Here's a debate I got into at the Cardinal Newman Center, but unfortunately I didn't have a Brother around to settle the matter:
Do most Christian Churches (and specifically the Catholic Church) consider Sin to be synonymous with Evil?
I think so. It's hard to see what else they could consider it to be, at least while remaining orthodox.
I think that the main options when it comes to evil are:
(1) It doesn't exist.
(2) It is something other than actions.
(3) It is God's actions.
(4) It is creatures' actions.
(1) is the view of Mary Baker Eddy, but it is neither plausible nor orthodox. If nothing else, the Christian belief in the devil is, at some level, a reflection of a belief in the objective reality of evil. Now the Neoplatonic view is also that evil does not really exist, and this was shared by Augustine and became an important idea in Christianity, but that was not exactly a denial of the existence of evil - rather, it was a denial that it is a thing or stuff - that is, a denial of (2). The Neoplatonists and Augustine believed that evil is a deprivation.
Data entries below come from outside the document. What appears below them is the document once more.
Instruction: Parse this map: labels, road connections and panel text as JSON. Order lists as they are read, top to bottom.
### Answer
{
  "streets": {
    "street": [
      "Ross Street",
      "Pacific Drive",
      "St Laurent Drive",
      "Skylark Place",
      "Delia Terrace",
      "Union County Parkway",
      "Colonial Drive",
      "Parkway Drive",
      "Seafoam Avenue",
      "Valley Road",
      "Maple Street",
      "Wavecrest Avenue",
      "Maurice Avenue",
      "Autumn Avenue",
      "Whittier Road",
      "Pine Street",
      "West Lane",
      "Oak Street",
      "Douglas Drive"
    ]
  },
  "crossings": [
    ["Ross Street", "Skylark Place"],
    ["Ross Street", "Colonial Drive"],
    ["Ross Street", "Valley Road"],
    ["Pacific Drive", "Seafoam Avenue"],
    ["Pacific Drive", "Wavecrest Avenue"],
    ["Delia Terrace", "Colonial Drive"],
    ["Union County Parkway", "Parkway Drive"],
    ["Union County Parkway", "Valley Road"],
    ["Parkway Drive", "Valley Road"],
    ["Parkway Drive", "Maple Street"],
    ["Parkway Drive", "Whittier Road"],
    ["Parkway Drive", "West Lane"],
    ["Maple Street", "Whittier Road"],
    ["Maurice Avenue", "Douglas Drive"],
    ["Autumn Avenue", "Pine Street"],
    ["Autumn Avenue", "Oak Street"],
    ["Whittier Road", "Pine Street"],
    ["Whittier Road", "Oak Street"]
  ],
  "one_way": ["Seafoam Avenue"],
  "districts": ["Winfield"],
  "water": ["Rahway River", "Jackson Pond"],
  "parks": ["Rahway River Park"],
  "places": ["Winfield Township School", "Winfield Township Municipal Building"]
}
To the extent that a thing exists and participates in perfection, it is good; to the extent that it doesn't, it is bad.
(2) is the view of Manichaeism, according to which evil is a substance or something substantial. That also seems implausible and can't be orthodox, because if evil is a thing or stuff, then it must either have been created by God (which is impossible, because God is all-good) or exist independently of God (which is also impossible, because God is the creator of everything).
(3) would seem to deny the perfect goodness of God as well.
(4) is the standard Christian view, holding that evil is a matter of the misuse of creaturely will. I think that Origen was the first person to argue this at length and it's really been mainstream ever since. The usual Christian view is that sin lies not in the act but in the intent - this was Augustine's major point on the matter - so it is really a matter of the will rather than of what actually happens (e.g. if I intend to kill someone but am prevented from doing so, I have still sinned).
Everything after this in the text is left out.